Der Kollege Kabus aus Bad Saulgau, der mir den AG Hildesheim, Beschl. v. 11.08.2022 – 116 OWi 34 Js 19484/22 – geschickt hat, verteidigt in einem Bußgeldverfahren wegen einer Verkehrs-Owi beim AG Hildesheim. Dort ist Haupverhandlungstermin anberaumt. Der Verteidiger beantragt Terminsverlegung, da er am Terminstag in Urlaub ist. Das AG teilt mit, dass dem Verlegungsantrag nur stattgegeben wird, wenn die Verhinderung des Kollegen nachgewiesen sei, z.B. durch eine Buchungsbestätigung. Daraufhin lehnt der Kollege den Amtsrichter wegen Besorgnis der Befangenheit ab. Danach muss der Termin wegen Erkrankung des Amtsrichters aufgehoben werden. Das AG hat den Antrag als „unbegründet“ zurückgewiesen.

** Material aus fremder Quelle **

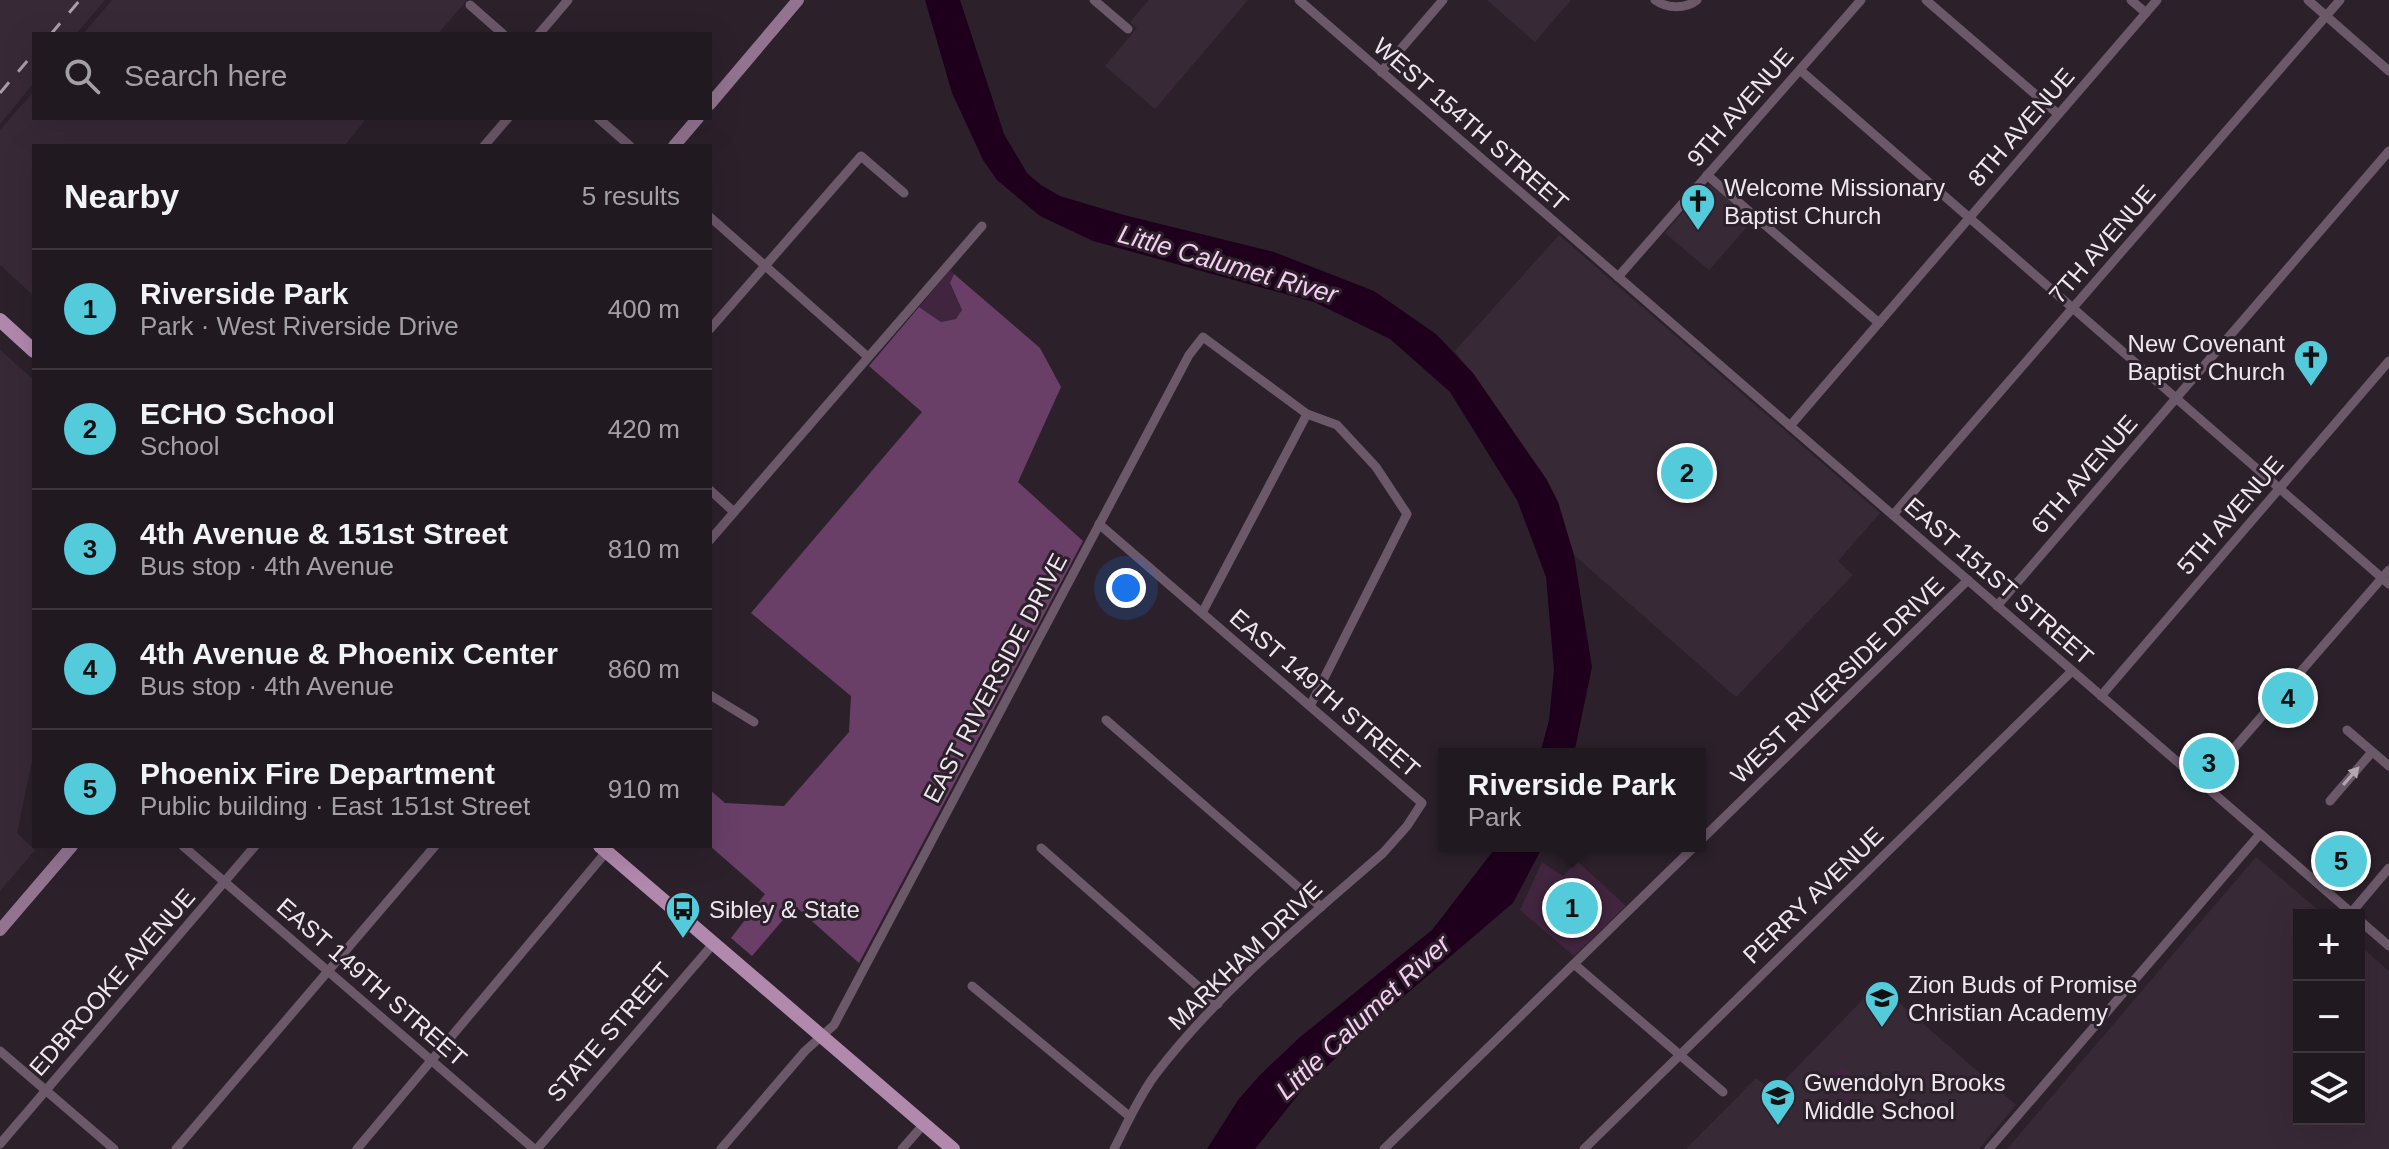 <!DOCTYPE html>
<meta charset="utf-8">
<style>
body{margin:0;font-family:Helvetica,sans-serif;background:#2d262d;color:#f1f3f6}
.controls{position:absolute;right:24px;bottom:24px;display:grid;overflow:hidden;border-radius:0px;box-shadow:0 8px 32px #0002}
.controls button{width:72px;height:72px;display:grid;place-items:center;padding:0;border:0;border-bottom:2px solid #3e383e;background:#211920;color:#f1f3f6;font:40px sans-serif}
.you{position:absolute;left:1126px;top:588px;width:28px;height:28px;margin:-20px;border:6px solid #fff;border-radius:50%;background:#1a73e8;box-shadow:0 0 0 12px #1a73e833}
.badge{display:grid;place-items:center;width:52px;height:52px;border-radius:50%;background:#53cbdb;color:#111;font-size:26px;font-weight:700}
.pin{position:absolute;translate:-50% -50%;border:4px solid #fff;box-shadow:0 2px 8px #0006}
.popup{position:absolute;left:1438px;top:748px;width:268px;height:104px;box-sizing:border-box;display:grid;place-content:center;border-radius:0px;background:#211920;filter:drop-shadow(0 2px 6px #0005);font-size:26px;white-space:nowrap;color:#a2a0a5}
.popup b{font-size:30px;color:#f1f3f6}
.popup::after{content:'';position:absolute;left:50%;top:100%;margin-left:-16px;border:16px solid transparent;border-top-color:#211920}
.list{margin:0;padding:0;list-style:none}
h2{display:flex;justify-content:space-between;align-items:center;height:104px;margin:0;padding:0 32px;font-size:34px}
h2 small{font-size:26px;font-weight:400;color:#a2a0a5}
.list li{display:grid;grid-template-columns:52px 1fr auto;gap:24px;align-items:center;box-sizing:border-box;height:120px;padding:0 32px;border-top:2px solid #3e383e}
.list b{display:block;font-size:30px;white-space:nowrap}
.list p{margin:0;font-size:26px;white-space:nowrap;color:#a2a0a5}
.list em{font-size:26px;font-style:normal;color:#a2a0a5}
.icon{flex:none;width:44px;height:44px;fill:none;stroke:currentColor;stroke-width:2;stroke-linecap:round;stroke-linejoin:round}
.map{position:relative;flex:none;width:2389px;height:1149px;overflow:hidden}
.search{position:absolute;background:#211920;box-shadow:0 8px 32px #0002;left:32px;top:32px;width:680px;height:88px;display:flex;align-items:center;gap:20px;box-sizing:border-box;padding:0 28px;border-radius:0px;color:#a2a0a5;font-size:30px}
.panel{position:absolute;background:#211920;box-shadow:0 8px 32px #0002;left:32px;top:144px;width:680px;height:704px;border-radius:0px}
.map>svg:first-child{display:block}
.built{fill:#382936}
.green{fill:#41253f}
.forest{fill:#693f67}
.water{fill:#1e001d}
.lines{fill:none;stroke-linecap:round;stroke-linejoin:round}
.street{stroke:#6b5869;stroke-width:9}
.secondary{stroke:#927390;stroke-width:12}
.primary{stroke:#b189ad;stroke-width:14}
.rail{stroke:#a89fa7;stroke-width:3;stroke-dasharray:14 14;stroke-linecap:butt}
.oneway{fill:#b3a7b2}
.labels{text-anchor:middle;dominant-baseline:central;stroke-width:6;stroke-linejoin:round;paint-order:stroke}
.street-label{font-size:24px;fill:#eee7ed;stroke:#2c212b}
.poi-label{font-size:24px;fill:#eee7ed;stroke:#2c212b;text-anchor:start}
.water-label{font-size:26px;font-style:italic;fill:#f7cef3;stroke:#2c212b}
</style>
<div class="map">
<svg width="2389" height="1149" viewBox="0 0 2389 1149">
<rect width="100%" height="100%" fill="#2c212b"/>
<g class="built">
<polygon points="0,0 105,0 76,34 34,34 34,83 0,124"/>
<polygon points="112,0 467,0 438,34 83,34"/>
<polygon points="1149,0 1248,0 1155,109 1105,66 1137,28 1130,22"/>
<polygon points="1487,0 1571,0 1535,42"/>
<polygon points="34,91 34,118 367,118 344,146 34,146 34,296 0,265 0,130"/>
<polygon points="1713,185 1753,220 1709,270 1665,233 1705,186"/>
<polygon points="1559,235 1880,513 1838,561 1853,575 1736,697 1574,555 1558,502 1547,480 1455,351"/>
<polygon points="0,350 34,380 34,751 17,833 35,850 0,891"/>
<polygon points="2256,857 2324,915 2299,915 2299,1119 2359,1119 2359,945 2389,971 2389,1149 2007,1149"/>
<polygon points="1878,984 2016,1105 1979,1149 1686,1149 1756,1078 1773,1092"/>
</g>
<g class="green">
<polygon points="950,270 954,274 950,284 962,311 956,319 941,322 919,307"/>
<polygon points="1577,861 1626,906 1574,956 1520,910 1542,862 1563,876"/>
<polygon points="1841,1066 1861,1084 1847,1101 1826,1083"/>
</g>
<polygon class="forest" points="954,274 1040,348 1061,387 1018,482 1083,541 859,963 795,906 752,956 731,938 765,894 710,846 710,790 725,803 784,806 849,732 851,696 751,613 922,412 869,366 919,307 941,322 956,319 962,310 950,283"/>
<g class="water">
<polygon points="925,0 960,0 1004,134 1027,173 1041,185 1060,196 1124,215 1274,252 1374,291 1436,334 1473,373 1547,480 1558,502 1574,555 1592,667 1574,754 1540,754 1549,720 1554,670 1546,577 1517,500 1450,392 1390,339 1314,302 1093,241 1040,216 997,180 983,160 952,93"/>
<polygon points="1497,846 1543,846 1513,903 1377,1019 1302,1090 1255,1149 1207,1149 1238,1100 1260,1075 1299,1038 1432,930"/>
</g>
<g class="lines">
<g class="street">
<polyline points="1094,0 1128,29"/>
<polyline points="1299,0 2354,915"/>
<path d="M 1655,0 C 1667,9 1686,9 1697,0"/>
<polyline points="1926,0 2058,114"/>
<polyline points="2131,0 2146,13"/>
<polyline points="2308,0 2389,71"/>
<polyline points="470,5 503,34"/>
<polyline points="539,34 568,0"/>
<polyline points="1800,70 2389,584"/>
<polyline points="1381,72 1443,0"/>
<polyline points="598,118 630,146"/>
<polyline points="484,146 508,118"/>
<polyline points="1707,175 1879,323"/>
<polyline points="710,217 867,356"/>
<polyline points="1618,277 1861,0"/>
<polyline points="710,329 861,156 904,193"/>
<polyline points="1790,426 2157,0"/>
<polyline points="710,490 734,512"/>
<polyline points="1893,515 2340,0"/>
<path d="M 1099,524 L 1422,803 L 1407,826 L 1383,853 C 1304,922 1219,991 1155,1075 C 1138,1098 1127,1124 1114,1149"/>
<polyline points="710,540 982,226"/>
<polyline points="1997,606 2389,151"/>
<polyline points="1202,613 1307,414"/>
<polyline points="710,695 754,722"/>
<polyline points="2101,696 2389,361"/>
<polyline points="1106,720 1321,907"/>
<polyline points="2347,730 2389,766"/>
<polyline points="2203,784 2389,570"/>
<polyline points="2330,801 2372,752"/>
<polyline points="1700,841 1968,580"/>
<polyline points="183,846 534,1149"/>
<polyline points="1041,848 1218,1004"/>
<polyline points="2351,913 2389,868"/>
<polyline points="2359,920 2389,946"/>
<polyline points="1574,964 1723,1092"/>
<polyline points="972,986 1129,1116"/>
<polyline points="0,1051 114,1149"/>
<polyline points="0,1144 255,846"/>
<polyline points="176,1149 435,846"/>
<polyline points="357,1149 607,851"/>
<polyline points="537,1149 714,943"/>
<polyline points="721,1149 805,1051 834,1025 1189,355 1203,337 1307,414 1337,425 1376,467 1407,514 1310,706"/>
<polyline points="902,1149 924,1124"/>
<polyline points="1384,1149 1695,846"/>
<polyline points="1584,1149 2072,671"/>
<polyline points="1989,1149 2260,834"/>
</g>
<g class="secondary">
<polyline points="710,104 798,0"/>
<polyline points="674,146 698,118"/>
<polyline points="0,930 72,846"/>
</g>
<g class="primary">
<polyline points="0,320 34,351"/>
<polyline points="600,846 953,1149"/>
</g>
<g class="rail">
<polyline points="51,34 80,0"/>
<polyline points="0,93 34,53"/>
</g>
</g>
<defs><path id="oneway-solid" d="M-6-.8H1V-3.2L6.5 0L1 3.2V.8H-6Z" transform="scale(2)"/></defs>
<use class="oneway" href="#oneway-solid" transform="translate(2351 776) rotate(-49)"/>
<defs>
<g id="church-pin" transform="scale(1.8)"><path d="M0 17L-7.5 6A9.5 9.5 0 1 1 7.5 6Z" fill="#53cbdb" stroke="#2c212b"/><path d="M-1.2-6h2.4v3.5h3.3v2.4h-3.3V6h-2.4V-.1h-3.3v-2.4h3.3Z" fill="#111"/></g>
<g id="bus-pin" transform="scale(1.8)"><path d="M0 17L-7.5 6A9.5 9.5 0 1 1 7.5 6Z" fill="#53cbdb" stroke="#2c212b"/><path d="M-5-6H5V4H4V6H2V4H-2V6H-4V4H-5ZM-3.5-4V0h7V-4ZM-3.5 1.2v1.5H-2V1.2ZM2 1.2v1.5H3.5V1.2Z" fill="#111"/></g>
<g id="school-pin" transform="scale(1.8)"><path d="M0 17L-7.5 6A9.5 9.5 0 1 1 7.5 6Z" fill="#53cbdb" stroke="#2c212b"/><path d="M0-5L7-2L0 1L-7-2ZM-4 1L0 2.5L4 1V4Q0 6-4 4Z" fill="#111"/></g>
</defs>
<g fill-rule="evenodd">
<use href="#church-pin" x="1698" y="201"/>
<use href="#church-pin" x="2311" y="357"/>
<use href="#bus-pin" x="683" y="909"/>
<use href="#school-pin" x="1882" y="998"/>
<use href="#school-pin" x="1778" y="1096"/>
</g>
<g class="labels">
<g class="street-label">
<text transform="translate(1740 107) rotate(-49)">9TH AVENUE</text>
<text transform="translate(1471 124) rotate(41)">WEST 154TH STREET</text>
<text transform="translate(2021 127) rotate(-49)">8TH AVENUE</text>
<text transform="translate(2102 244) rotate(-49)">7TH AVENUE</text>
<text transform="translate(2084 474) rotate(-49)">6TH AVENUE</text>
<text transform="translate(2230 515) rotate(-49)">5TH AVENUE</text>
<text transform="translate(1999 581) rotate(41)">EAST 151ST STREET</text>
<text transform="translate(995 678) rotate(-62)">EAST RIVERSIDE DRIVE</text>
<text transform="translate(1837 680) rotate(-44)">WEST RIVERSIDE DRIVE</text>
<text transform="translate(1325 693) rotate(41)">EAST 149TH STREET</text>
<text transform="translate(1813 895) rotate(-44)">PERRY AVENUE</text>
<text transform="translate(1245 955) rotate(-44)">MARKHAM DRIVE</text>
<text transform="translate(112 982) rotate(-49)">EDBROOKE AVENUE</text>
<text transform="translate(372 982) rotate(41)">EAST 149TH STREET</text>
<text transform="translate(609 1032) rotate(-49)">STATE STREET</text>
</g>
<g class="poi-label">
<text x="1724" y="187">Welcome Missionary<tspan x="1724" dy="28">Baptist Church</tspan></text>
<text x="2285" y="343" text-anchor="end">New Covenant<tspan x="2285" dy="28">Baptist Church</tspan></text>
<text x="709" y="909">Sibley &amp; State</text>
<text x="1908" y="984">Zion Buds of Promise<tspan x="1908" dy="28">Christian Academy</tspan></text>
<text x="1804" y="1082">Gwendolyn Brooks<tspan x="1804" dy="28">Middle School</tspan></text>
</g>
<g class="water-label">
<text transform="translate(1228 264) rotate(16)">Little Calumet River</text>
<text transform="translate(1363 1017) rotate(-43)">Little Calumet River</text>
</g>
</g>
</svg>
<div class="controls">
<button>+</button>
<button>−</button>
<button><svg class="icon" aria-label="layers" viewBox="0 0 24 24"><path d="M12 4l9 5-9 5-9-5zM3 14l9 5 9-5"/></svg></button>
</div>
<div class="you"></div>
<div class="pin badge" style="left:1572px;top:908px">1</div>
<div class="popup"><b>Riverside Park</b>Park</div>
<div class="pin badge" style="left:1687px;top:473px">2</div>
<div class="pin badge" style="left:2209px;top:763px">3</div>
<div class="pin badge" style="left:2288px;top:698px">4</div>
<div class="pin badge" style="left:2341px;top:861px">5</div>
<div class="search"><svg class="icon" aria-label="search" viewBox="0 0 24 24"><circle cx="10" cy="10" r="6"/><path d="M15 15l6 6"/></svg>Search here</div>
<section class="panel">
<h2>Nearby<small>5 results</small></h2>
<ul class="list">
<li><span class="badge">1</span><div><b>Riverside Park</b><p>Park · West Riverside Drive</p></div><em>400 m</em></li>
<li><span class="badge">2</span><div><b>ECHO School</b><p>School</p></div><em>420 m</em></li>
<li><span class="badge">3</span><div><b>4th Avenue &amp; 151st Street</b><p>Bus stop · 4th Avenue</p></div><em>810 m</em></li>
<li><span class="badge">4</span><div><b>4th Avenue &amp; Phoenix Center</b><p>Bus stop · 4th Avenue</p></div><em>860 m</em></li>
<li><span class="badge">5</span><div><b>Phoenix Fire Department</b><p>Public building · East 151st Street</p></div><em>910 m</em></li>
</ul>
</section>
</div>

„Die Vorschriften der Strafprozessordnung über die Ausschließung und Ablehnung von Gerichtspersonen gelten im Ordnungswidrigkeitenverfahren sinngemäß (vgl. beispielhaft Göhler, Ordnungswidrigkeitengesetz, 16. Aufl., Vor § 67, Rz. 8). Ein Richter kann wegen Besorgnis der Befangenheit abgelehnt werden, wenn ein Grund vorliegt, der geeignet ist, Misstrauen gegen die Unparteilichkeit des Richters zu rechtfertigen (§ 24 Abs. 1 und Abs. 2 StPO). Das Vorliegen eines Ablehnungsgrundes ist grundsätzlich vom Standpunkt des Ablehnenden aus zu beurteilen (Meyer-Goßner, StPO, 57. Aufl., § 24, Rdr. 8). Dabei kommt es nicht auf die subjektive Sicht des Ablehnenden an, maßgebend sind der Standpunkt eines verständigen und vernünftigen Angeklagten und die Vorstellungen, die sich ein geistig gesunder, bei voller Vernunft befindlicher Prozessbeteiligter bei der ihm zumutbaren ruhigen Prüfung der Sachlage machen kann. Der Ablehnende muss daher Gründe vorbringen, die jedem unbeteiligten Dritten einleuchten (Meyer-Goßner, a.a.O., § 24 Rdnr. 8).

Das Verhalten des Richters während vor Hauptverhandlung kann die Ablehnung begründen, wenn es besorgen lässt, dass er nicht unvoreingenommen an die Sache herangeht, insbesondre von der Schuld des Betroffenen bereits endgültig überzeugt ist (Meyer-Goßner/Schmitt, StPO, 60. Aufl., § 24 Rz. 15).

Der Betroffene und sein Verteidiger begründen ihr Ablehnungsgesuch damit, dass Herr Richter am Amtsgericht pp. auf den Antrag des Verteidigers auf Terminsverlegung wegen Urlaubs mit Schreiben vom 08.06.2022 darauf hingewiesen hat, dem Antrag auf Terminsverlegung nur stattgegeben wird, wenn die Verhinderung des Verteidigers nachgewiesen wird, beispielsweise durch Übersendung einer Buchungsbestätigung.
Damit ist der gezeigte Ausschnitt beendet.